4. Register the router in the aggregator

This is the only file outside domains/users/ you need to touch:

# src/app/api/router.py
from src.app.api import health
from src.app.domains.items import router as items_router
from src.app.domains.users import router as users_router  # ← add

api_router = APIRouter()
api_router.include_router(health.router)
api_router.include_router(items_router.router)
api_router.include_router(users_router.router)             # ← add

After a server restart you'll see /api/v1/users mounted in /docs.

5. Add tests

Mirror tests/test_items.py as tests/test_users.py — same client-driven shape, just hit the new endpoints. The autouse store-reset fixture in conftest.py already keeps each test isolated.

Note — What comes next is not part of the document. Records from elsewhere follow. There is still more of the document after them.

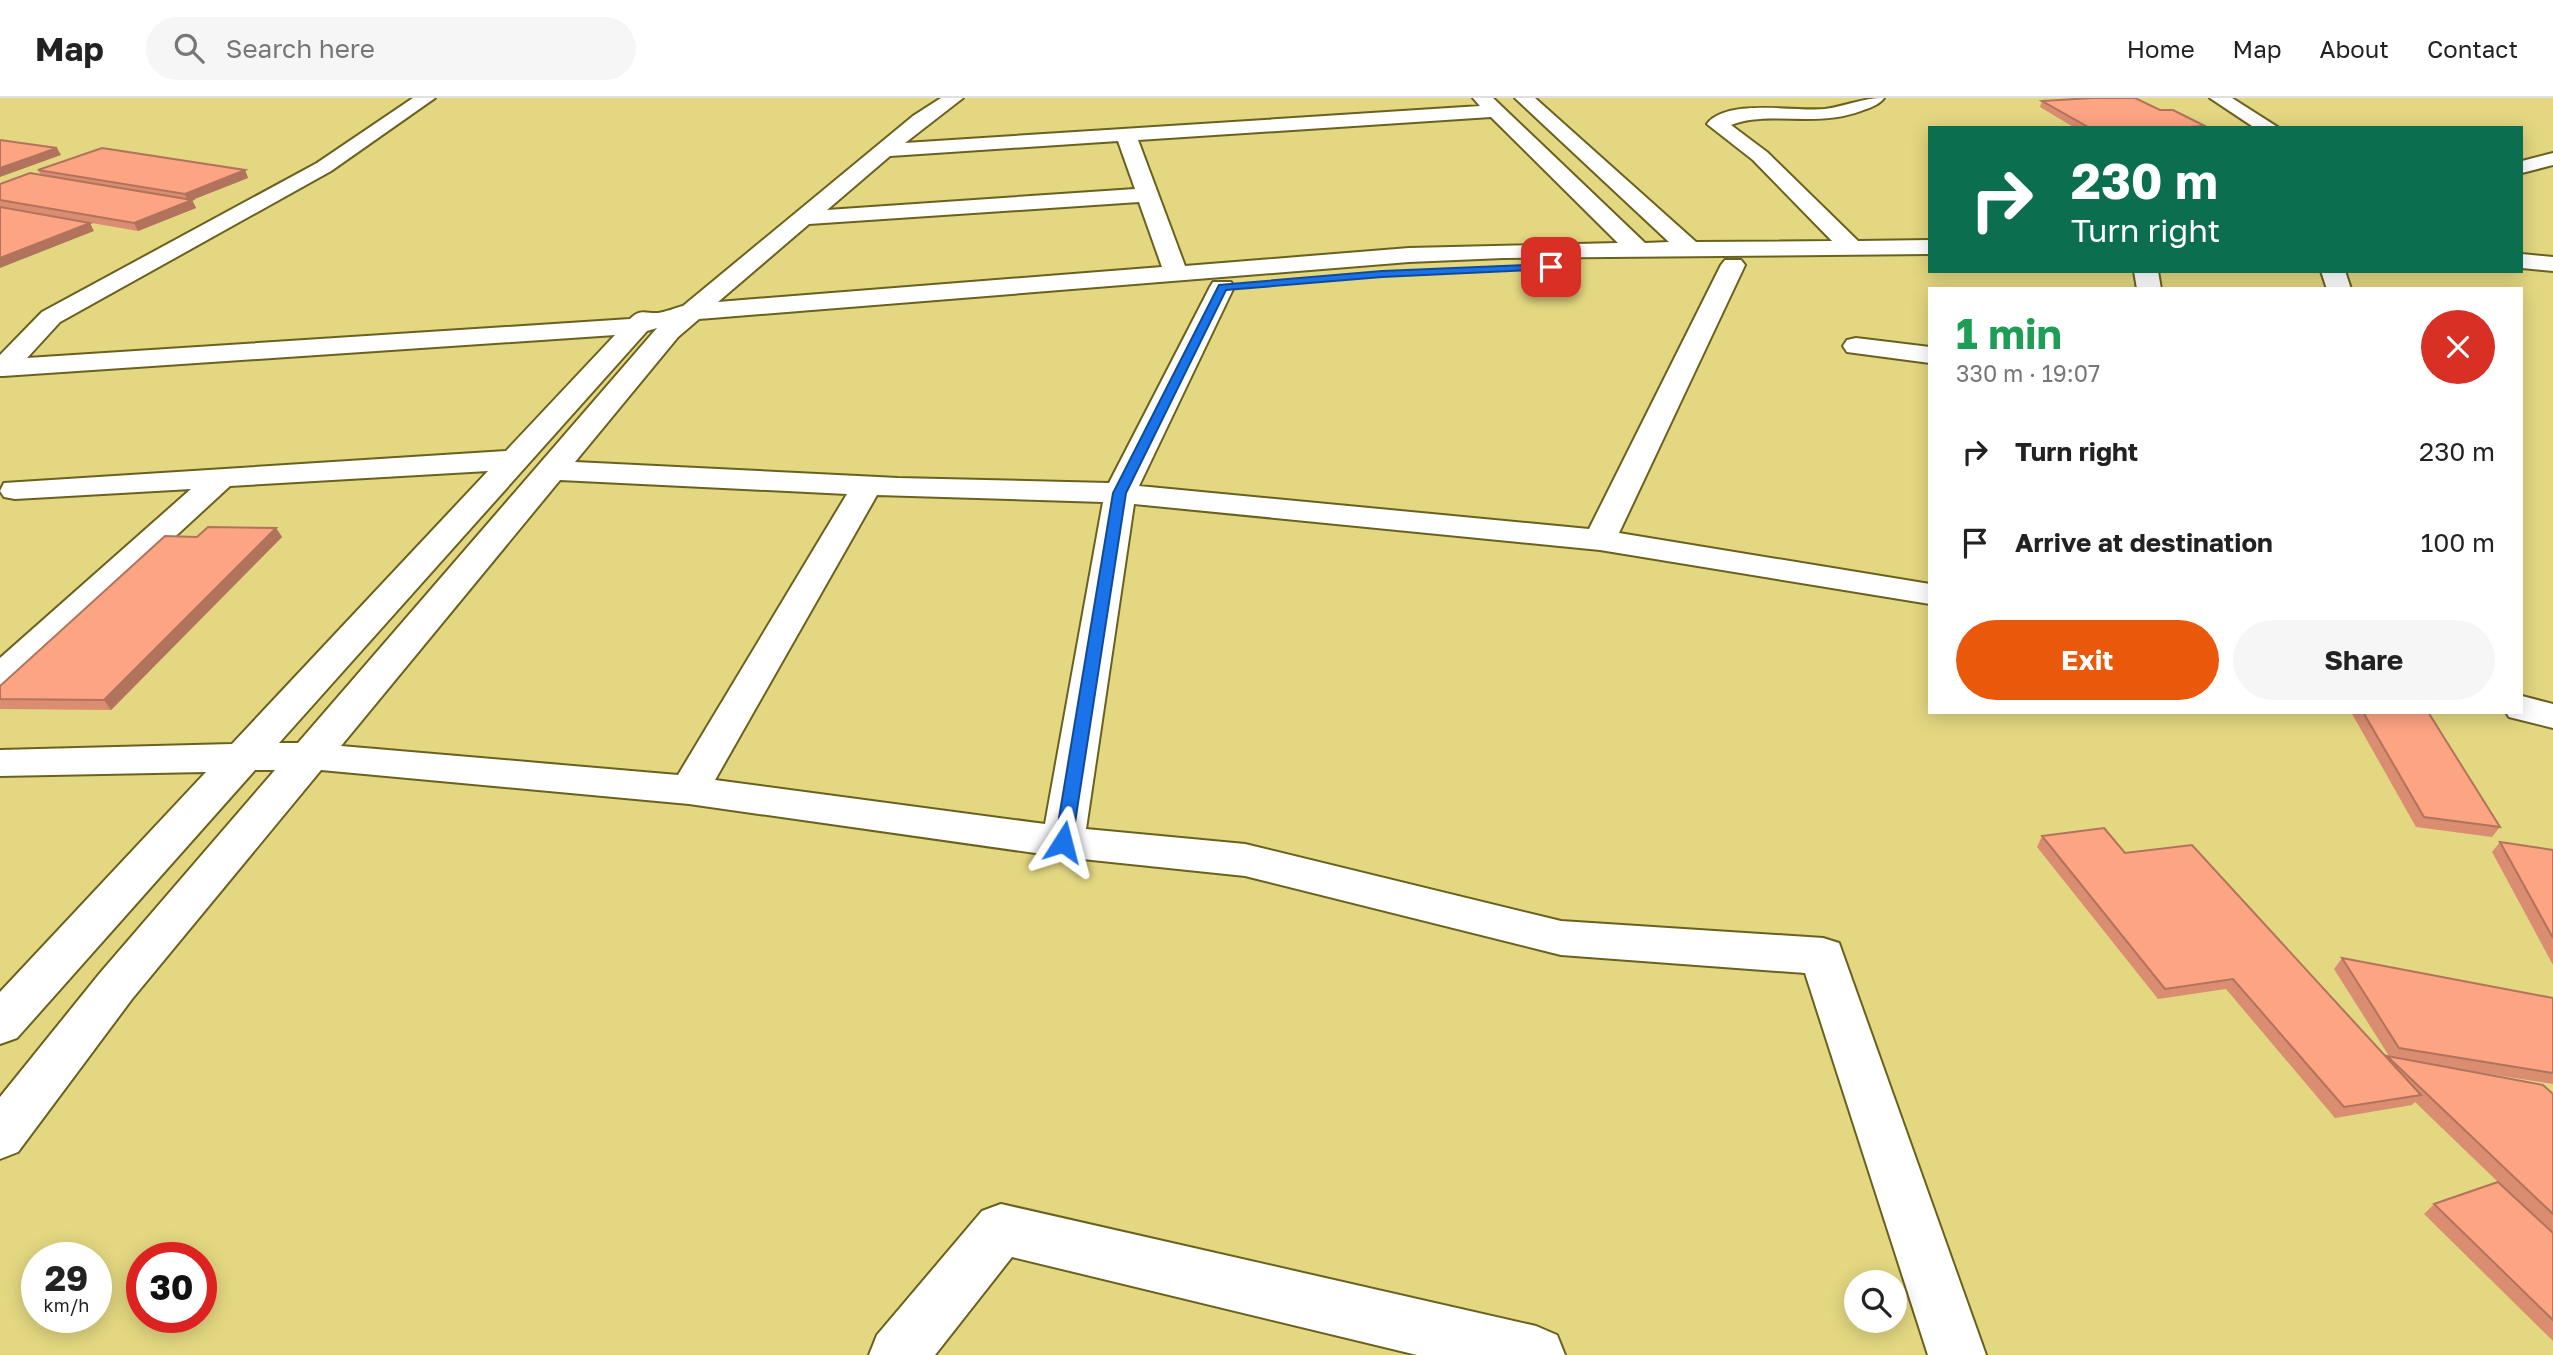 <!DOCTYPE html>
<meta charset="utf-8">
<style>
:root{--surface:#fff;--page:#f6f6f6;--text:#222;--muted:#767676;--line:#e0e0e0;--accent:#ea580c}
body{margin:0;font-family:"Golos Text",sans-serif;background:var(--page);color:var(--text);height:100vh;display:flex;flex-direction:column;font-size:26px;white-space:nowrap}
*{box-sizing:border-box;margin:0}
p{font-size:23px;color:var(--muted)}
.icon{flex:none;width:38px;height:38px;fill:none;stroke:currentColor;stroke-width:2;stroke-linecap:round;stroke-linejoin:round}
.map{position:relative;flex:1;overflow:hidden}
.details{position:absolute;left:1928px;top:189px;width:595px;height:427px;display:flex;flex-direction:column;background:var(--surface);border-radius:0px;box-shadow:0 4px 18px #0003}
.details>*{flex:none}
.guide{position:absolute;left:1928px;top:28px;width:595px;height:147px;border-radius:0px;box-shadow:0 4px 18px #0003;background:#0b6e4f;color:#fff;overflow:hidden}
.tools{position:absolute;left:1844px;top:1172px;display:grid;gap:14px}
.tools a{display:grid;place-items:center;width:63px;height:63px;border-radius:50%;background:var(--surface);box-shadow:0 4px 18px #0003;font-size:35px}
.speed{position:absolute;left:21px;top:1144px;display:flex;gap:14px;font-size:35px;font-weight:700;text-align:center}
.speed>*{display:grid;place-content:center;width:91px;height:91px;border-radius:50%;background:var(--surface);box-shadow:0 4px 18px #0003;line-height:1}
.speed small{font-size:18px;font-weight:400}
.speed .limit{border:10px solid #d22;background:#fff;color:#111}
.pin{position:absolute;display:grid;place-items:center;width:60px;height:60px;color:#fff;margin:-30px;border-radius:14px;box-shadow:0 4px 10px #0006}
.me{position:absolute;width:77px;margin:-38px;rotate:9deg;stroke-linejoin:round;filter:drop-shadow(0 0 5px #0008)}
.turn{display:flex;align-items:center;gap:24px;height:147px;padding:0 28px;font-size:32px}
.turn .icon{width:91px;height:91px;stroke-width:2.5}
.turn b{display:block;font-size:49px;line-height:60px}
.round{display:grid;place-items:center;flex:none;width:74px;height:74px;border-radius:37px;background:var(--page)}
.summary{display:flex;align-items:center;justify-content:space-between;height:119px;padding:0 28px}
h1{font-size:42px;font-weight:700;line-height:52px;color:#1e9e55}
.button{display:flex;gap:14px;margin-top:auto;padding:14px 28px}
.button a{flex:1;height:80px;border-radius:42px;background:var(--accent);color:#fff;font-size:28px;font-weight:700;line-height:80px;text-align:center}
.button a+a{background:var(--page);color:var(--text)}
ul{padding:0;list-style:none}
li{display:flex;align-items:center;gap:21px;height:91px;padding:0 28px}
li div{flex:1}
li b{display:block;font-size:26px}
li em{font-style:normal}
header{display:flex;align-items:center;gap:42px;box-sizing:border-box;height:98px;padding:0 35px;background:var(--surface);border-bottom:2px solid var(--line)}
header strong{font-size:33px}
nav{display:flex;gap:38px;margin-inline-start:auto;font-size:24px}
.search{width:490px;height:63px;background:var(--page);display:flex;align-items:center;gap:18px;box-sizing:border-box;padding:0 24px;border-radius:38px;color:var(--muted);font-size:26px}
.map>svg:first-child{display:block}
</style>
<header>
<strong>Map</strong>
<div class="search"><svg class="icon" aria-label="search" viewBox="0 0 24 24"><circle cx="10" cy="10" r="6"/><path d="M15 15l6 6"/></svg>Search here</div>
<nav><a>Home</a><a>Map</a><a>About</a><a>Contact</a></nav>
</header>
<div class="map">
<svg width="2553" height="1257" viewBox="0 0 2553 1257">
<rect width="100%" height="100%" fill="#e3d781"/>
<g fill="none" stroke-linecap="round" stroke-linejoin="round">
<defs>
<g id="minor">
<path d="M 413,0 L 435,0 L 331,73 L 60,224 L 27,260 L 630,221 C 640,210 647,216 658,215 C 666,214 675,210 683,208 L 913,18 L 941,0 L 963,0 L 905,45 L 1480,8 L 1473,0 L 1493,0 L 1645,145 L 1669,144 L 1515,0 L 1535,0 L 1696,144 L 1832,143 L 1753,62 L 1707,26 C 1727,0 1796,14 1825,11 C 1847,8 1861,0 1884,0 C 1879,7 1869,10 1861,13 C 1816,30 1767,12 1731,27 L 1767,54 L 1858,143 L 1930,142 L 1930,156 L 1503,160 L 1409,164 L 699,221 L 678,239 L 575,364 L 898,380 L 1109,385 L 1210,189 L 1213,184 L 1231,184 L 1234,189 L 1139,388 L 1589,431 L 1721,167 L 1725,162 L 1741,162 L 1745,167 L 1619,435 L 1930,486 L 1930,506 L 1600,452 L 1134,406 L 1086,731 L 1245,746 L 1561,823 L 1823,840 L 1839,845 L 1986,1257 L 1928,1257 L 1805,875 L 1561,857 L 1245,778 L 1063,759 L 689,706 L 321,672 L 132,901 L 18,1054 L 0,1061 L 0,999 L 100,875 L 275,672 L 255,672 L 17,940 L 0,946 L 0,894 L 206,674 L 0,678 L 0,652 L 232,646 L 488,373 L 230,388 L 13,588 L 0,592 L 0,560 L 191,391 L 15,401 L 4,399 L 0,393 L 4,385 L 506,353 L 615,237 L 3,278 L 0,278 L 0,257 L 42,214 L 317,65 ZM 1491,19 L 1618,145 L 1409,150 L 1185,168 L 1138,42 ZM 1118,43 L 1135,91 L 827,112 L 890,58 ZM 1139,104 L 1162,169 L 718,204 L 809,126 ZM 657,230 L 298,645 L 279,645 L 647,233 ZM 560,382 L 847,396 L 678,677 L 341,648 ZM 877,397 L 1103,404 L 1045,726 L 715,682 Z"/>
<polygon points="2210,0 2232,0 2279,30 2255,30"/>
<polygon points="2553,55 2553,67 2522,75 2522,63"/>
<polygon points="2522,156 2553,159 2553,173 2522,170"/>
<polygon points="2134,173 2158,173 2161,191 2137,191"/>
<polygon points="2321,173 2345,173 2351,191 2327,191"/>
<polygon points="1856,240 1930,249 1930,265 1847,254 1843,248 1847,242"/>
<polygon points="2522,598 2553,606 2553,630 2509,619 2506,614 2522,614"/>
<polygon points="1001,1106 1536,1228 1557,1237 1565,1257 1417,1257 1012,1159 935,1257 869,1257 877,1237 982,1113"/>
</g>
</defs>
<!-- minor casing -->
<use href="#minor" stroke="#6a611e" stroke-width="4"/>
<!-- minor -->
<use href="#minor" fill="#fff" fill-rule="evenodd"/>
</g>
<!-- wall -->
<g fill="#da8d71">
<polygon points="2042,3 2160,12 2205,28 2204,30 2075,30 2040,9"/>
<polygon points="38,72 245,72 248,80 192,102 196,110 138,133 0,109 0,86 41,77"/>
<polygon points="276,430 282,439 111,612 0,611 0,588 197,439"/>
<polygon points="2351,614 2428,614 2500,729 2492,739 2416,729"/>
<polygon points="2042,738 2125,755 2386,959 2389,958 2334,871 2342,860 2553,900 2553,986 2476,974 2553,996 2553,1243 2424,1116 2434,1106 2498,1084 2415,1004 2412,1007 2335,1020 2226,891 2158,901 2037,749"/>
<polygon points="2500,744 2553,752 2553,867 2492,754"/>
</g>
<!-- shaded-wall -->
<g fill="#b1735c">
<polygon points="57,50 61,57 0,79 0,70"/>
<polygon points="245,72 248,80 192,102 196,110 138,133 134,125 188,104 185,96"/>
<polygon points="90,125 94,133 0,170 0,160"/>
<polygon points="276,430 282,439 111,612 104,602"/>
</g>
<!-- building -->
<g fill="#fda483" stroke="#b1735c" stroke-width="2">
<polygon points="2092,0 2135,0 2160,12 2173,12 2205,28 2172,30 2090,30 2042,3"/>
<polygon points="0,42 57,50 0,70"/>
<polygon points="102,50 245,72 185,96 38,72"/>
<polygon points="30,75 192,102 134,125 0,102 0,86"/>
<polygon points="0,109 90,125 0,160"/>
<polygon points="208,429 276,430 104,602 0,601 0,588 165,438 197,439"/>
<polygon points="2363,614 2428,614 2500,729 2424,719"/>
<polygon points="2104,730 2125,755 2192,747 2421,997 2344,1009 2233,881 2165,891 2042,738"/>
<polygon points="2500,744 2553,752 2553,840"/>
<polygon points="2342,860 2553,900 2553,975 2399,950"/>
<polygon points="2387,958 2543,987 2553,996 2553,1116"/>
<polygon points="2498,1084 2553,1135 2553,1222 2434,1106"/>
</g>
<!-- route -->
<polygon fill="#1a73e8" stroke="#114b97" stroke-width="2" points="1551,166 1554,171 1382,179 1226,192 1126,395 1072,744 1063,750 1057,748 1055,744 1113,395 1219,187 1382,173"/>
</svg>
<div class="tools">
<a><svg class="icon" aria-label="search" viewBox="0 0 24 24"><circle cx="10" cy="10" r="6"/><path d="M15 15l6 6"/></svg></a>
</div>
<div class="speed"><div>29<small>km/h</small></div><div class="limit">30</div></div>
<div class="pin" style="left:1551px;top:169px;background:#d93025"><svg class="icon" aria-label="arrive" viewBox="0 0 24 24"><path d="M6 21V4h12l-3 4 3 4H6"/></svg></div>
<svg class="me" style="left:1063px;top:744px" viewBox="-20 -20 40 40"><path d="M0-17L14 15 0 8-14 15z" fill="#1a73e8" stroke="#fff" stroke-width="4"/></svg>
<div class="guide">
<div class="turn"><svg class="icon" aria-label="right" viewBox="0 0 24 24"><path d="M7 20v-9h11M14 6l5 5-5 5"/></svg><div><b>230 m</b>Turn right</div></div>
</div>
<section class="details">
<div class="summary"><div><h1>1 min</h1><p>330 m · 19:07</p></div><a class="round" style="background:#d93025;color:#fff"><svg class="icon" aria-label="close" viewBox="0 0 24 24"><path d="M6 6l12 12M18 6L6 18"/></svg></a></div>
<ul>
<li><svg class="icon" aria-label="right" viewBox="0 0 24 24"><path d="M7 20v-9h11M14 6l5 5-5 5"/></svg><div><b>Turn right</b></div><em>230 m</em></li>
<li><svg class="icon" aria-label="arrive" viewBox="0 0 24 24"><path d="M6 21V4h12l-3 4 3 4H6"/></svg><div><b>Arrive at destination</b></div><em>100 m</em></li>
</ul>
<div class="button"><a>Exit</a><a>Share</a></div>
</section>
</div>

If you add a second domain that also uses InMemoryStore, broaden the fixture to reset its store too, or keep one fixture per domain.

Step 6: Where to go next

  • The Architecture Preset Matrix shows what fastkit init --interactive generates for each preset, including which feature selections need manual wiring under domain-starter.
  • The fastapi-default tutorial covers the layered alternative if you'd like to compare layouts before committing.
  • For database integration, the Database Integration tutorial shows the PostgreSQL + SQLAlchemy + Alembic pattern. The same ideas drop into src/app/db/ and the per-domain repository.py files.

Recap

  • Generation: fastkit startdemo fastapi-domain-starterbash scripts/run-server.sh → docs at /docs.
  • Layout: core/ for config, db/ for persistence abstractions, domains/<concept>/ for business slices, api/router.py as the single aggregation point, tests/ mirroring runtime modules.
  • Adding a domain: copy items/, rename entity / schemas / classes, update the __init__.py re-exports, register the router in src/app/api/router.py, add a test module. No edits to main.py.